North Korea once again surprised the world. Media went in a frenzy about the country's disman-tling its rocket as late as two days ago.
However, its satellite had already been launched into orbit yesterday and rocket debris had reportedly fallen into the waters off the Philippines.
North Korea has sufficient reasons to launch its satellite.
The peaceful development of outer space should be a fundamental right of every sovereign state. However, North Korea's actions violated UN resolutions which demand a halt to missile and nuclear tests.
As a country that always believes it has no guarantee of its national security, North Korea's actions can be understandable. North Korea has to improve its strength to cope with possible threats from its perceived enemies.
Viewed from the current circumstances, the situation on the Korean Peninsula will not spin out of control because North Korea launched the rocket.
However, the US, Japan and South Korea will certainly be unhappy. These three countries may take further actions to impose harsher sanctions on North Korea. This will lead to more ratcheting up of tensions on the Peninsula.
This is the point that concerns China the most. China hopes that all parties can keep calm and take actions that promote peace and stability.
Escalating tensions on the Peninsula is in the interests of nobody. But then, is there any way to prevent the situation from spiraling out of control?
The only solution is to establish a peace mechanism. The Six-Party Talks are making efforts in this direction but only little progress has been made.
Without the constraints of a peace mechanism, countries can only increase their sense of security by strengthening their military power. This is not a sustainable situation.
There can be no rules, sense of security or mutual trust without a mechanism. A lack of trust exists in many inter-state relationships in Asia. North Korea's rocket launch only shows up this weakness more clearly.
It is inevitable that a security mechanism must be put in place to maintain peace across the entire Asia-Pacific, in-cluding East Asia and the South China Sea. It would also be the foundation of long-term sustainable development in this region.
Asia is undergoing a process of dramatic change. The latest report of the US National Intelligence Council pointed out that Asia's rise will shake the global peace under the hegemony of the US.
If the old institutions can't manage Asia, then new institutions are needed.

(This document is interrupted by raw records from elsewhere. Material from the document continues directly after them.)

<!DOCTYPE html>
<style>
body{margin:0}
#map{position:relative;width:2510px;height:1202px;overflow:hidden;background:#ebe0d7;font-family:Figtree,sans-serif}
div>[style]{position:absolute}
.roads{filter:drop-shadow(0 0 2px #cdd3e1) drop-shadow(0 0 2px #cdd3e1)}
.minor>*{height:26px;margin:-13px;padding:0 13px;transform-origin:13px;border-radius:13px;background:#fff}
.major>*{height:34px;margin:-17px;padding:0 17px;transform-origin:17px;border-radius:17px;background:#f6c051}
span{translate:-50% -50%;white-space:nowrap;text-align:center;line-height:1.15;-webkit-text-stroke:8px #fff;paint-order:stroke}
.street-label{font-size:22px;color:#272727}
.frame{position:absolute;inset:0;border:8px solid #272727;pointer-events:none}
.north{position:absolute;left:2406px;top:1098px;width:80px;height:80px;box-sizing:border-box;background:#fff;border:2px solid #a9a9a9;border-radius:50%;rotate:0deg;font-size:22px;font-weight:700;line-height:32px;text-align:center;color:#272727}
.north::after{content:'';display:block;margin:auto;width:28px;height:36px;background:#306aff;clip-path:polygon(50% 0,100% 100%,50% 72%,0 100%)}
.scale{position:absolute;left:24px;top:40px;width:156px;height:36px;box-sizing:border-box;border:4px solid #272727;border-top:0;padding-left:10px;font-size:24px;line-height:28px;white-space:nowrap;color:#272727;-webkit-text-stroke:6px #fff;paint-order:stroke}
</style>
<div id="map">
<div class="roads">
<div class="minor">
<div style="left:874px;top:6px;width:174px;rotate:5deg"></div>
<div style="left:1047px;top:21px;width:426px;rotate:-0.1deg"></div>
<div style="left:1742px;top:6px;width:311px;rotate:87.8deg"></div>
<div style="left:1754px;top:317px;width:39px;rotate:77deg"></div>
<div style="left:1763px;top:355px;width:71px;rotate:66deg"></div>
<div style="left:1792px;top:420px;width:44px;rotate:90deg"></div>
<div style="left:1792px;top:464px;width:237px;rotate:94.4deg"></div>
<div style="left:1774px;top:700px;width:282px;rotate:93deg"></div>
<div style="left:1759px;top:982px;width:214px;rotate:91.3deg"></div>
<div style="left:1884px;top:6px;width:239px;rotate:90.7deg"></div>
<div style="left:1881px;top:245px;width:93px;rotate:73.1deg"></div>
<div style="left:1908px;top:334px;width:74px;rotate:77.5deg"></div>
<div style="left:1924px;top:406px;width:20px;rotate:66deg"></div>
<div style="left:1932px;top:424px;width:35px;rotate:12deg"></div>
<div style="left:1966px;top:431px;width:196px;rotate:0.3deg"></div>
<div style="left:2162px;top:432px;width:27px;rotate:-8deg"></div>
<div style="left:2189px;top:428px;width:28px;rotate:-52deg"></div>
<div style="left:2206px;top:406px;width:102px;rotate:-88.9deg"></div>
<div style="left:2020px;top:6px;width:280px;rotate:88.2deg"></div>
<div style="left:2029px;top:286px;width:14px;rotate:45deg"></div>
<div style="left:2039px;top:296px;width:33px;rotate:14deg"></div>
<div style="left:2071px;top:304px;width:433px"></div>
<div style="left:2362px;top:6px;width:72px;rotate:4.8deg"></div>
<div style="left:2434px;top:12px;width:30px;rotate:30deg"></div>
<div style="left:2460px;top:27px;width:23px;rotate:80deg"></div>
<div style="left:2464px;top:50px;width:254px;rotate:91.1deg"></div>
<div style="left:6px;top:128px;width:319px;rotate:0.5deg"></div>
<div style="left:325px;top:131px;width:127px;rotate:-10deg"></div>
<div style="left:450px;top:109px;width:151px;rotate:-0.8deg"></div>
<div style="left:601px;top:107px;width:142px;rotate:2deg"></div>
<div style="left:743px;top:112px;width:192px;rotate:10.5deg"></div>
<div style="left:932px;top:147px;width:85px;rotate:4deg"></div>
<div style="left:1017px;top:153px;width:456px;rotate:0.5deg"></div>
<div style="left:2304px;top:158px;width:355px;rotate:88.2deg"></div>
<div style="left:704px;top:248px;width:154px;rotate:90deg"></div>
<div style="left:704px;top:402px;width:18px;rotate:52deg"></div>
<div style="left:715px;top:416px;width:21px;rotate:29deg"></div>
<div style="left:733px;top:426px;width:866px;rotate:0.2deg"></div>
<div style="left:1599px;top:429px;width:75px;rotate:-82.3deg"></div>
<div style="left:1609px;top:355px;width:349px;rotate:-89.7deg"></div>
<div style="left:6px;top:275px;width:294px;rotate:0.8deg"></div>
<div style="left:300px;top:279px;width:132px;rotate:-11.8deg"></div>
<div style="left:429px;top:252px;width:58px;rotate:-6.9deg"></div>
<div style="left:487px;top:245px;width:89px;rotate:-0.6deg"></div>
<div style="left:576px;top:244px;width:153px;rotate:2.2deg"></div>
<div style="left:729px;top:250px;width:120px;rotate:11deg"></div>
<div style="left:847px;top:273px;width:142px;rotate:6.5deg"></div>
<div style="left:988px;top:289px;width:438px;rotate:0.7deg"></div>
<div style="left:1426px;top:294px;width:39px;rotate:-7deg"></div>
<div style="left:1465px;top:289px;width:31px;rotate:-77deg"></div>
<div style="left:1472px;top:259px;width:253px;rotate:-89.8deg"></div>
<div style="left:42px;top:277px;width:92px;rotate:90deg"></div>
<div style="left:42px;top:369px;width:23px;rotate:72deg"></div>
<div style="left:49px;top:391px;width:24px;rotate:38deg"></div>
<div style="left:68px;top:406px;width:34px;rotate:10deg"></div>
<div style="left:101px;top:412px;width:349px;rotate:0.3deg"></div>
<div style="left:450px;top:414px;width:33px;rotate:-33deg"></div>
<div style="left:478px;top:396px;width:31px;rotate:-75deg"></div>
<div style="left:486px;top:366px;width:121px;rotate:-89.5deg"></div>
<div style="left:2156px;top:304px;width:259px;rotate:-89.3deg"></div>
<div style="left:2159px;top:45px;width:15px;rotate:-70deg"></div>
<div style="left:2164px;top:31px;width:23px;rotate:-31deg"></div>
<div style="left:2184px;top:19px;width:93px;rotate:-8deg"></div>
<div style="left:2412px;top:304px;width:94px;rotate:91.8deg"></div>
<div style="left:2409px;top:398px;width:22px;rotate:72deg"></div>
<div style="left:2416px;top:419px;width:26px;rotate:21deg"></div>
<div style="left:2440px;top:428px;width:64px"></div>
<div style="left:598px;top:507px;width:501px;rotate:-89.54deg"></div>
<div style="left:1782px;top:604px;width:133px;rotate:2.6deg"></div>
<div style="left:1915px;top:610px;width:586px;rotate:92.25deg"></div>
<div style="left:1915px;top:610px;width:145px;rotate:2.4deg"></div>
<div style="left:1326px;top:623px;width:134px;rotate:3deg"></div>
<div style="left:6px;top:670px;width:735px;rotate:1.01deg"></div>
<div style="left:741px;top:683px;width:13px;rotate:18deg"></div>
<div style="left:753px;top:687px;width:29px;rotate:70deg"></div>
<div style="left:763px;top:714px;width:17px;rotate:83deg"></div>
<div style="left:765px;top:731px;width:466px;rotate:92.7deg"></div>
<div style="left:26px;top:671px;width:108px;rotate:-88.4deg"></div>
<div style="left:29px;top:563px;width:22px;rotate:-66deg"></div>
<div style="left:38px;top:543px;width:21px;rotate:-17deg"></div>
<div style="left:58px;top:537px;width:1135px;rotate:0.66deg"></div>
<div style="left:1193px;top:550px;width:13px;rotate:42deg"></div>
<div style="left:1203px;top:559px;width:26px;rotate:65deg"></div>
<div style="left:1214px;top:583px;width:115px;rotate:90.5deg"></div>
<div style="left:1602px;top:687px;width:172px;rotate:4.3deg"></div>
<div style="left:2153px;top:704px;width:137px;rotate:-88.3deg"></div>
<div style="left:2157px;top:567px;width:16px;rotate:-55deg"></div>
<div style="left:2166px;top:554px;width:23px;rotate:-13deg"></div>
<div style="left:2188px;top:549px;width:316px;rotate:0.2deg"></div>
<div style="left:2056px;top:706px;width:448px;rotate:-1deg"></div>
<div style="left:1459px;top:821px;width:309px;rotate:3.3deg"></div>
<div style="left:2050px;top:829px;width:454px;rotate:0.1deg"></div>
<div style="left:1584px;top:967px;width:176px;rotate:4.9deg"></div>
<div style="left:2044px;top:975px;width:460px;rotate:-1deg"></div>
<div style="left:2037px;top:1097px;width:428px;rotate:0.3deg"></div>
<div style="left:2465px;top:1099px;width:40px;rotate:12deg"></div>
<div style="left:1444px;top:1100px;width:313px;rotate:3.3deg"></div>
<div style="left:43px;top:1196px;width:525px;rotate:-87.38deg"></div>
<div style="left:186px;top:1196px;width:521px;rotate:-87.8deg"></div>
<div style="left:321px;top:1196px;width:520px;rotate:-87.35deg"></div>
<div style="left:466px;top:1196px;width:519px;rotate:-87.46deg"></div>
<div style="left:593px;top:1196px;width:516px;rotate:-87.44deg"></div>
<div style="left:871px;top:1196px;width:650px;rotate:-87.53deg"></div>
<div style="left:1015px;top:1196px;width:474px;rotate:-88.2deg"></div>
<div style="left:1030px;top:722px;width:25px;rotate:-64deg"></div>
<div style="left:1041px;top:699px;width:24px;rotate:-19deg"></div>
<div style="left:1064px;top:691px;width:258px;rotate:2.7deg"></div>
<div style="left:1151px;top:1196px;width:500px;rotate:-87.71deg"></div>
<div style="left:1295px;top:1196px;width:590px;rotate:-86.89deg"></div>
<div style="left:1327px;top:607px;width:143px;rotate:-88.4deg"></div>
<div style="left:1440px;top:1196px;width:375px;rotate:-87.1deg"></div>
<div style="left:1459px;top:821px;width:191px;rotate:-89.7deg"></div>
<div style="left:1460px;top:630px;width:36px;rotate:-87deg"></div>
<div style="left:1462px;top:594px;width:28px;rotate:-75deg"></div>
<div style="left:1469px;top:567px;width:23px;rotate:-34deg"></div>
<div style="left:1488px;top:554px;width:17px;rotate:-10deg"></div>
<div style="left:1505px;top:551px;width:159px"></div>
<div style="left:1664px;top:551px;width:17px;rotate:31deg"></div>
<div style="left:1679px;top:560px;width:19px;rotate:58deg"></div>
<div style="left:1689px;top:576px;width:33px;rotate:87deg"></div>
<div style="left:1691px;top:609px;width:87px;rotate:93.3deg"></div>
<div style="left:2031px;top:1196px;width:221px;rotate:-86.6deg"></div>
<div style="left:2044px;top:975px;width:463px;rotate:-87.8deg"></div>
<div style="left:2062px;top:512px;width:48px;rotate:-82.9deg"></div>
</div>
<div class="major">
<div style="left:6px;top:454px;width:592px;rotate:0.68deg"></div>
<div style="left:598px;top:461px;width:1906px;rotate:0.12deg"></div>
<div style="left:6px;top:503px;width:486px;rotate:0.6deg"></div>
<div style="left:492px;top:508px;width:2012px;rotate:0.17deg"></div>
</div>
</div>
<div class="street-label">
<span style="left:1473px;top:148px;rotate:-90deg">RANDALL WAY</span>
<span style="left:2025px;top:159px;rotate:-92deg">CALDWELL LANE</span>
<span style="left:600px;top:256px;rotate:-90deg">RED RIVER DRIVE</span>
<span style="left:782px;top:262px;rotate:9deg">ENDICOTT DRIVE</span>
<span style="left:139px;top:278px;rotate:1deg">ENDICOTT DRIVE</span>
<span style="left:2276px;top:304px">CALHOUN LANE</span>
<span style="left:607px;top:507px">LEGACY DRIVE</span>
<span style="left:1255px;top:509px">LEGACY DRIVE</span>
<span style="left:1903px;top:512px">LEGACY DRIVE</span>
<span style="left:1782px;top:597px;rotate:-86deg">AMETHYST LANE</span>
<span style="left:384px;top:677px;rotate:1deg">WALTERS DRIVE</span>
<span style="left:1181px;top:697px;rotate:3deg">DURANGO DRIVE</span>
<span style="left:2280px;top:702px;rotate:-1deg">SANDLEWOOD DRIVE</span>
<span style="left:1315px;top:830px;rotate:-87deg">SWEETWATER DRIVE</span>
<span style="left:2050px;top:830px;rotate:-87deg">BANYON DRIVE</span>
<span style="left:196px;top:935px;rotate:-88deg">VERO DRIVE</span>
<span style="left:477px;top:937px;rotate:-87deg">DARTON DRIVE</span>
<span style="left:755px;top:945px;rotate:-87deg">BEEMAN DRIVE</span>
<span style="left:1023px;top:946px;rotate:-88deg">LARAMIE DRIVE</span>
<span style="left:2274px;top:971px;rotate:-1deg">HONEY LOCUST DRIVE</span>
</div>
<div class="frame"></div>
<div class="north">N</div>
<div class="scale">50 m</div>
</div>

This is a big challenge facing the entire continent. China has been promot?ing institutional construction in the field of economy and trade in recent years, through such forums as the ASEAN+3 and the newly-started China-Japan- South Korea Free Trade Agreement (FTA) negotiations.
Now it's high time to establish a political and security mechanism. From the perspective of China's surrounding political and security situation, the challenges do not lie in the future but in the present. China has to move forward.
China is a big power in the region. Without its participation and design as a leading role, the setup of the regional security mechanism is impossible.
The mechanism will not only regulate North Korea, but also the Philippines and Vietnam. China itself will certainly be confined by the mechanism, but the credibility it acquires will be more important.
China will have steadier development in an institutionalized region. The future position of China in Asia is not only determined by its national strength, but also by its ability to build institutions. It will be a process entangled with complicated interests, but China must face this reality.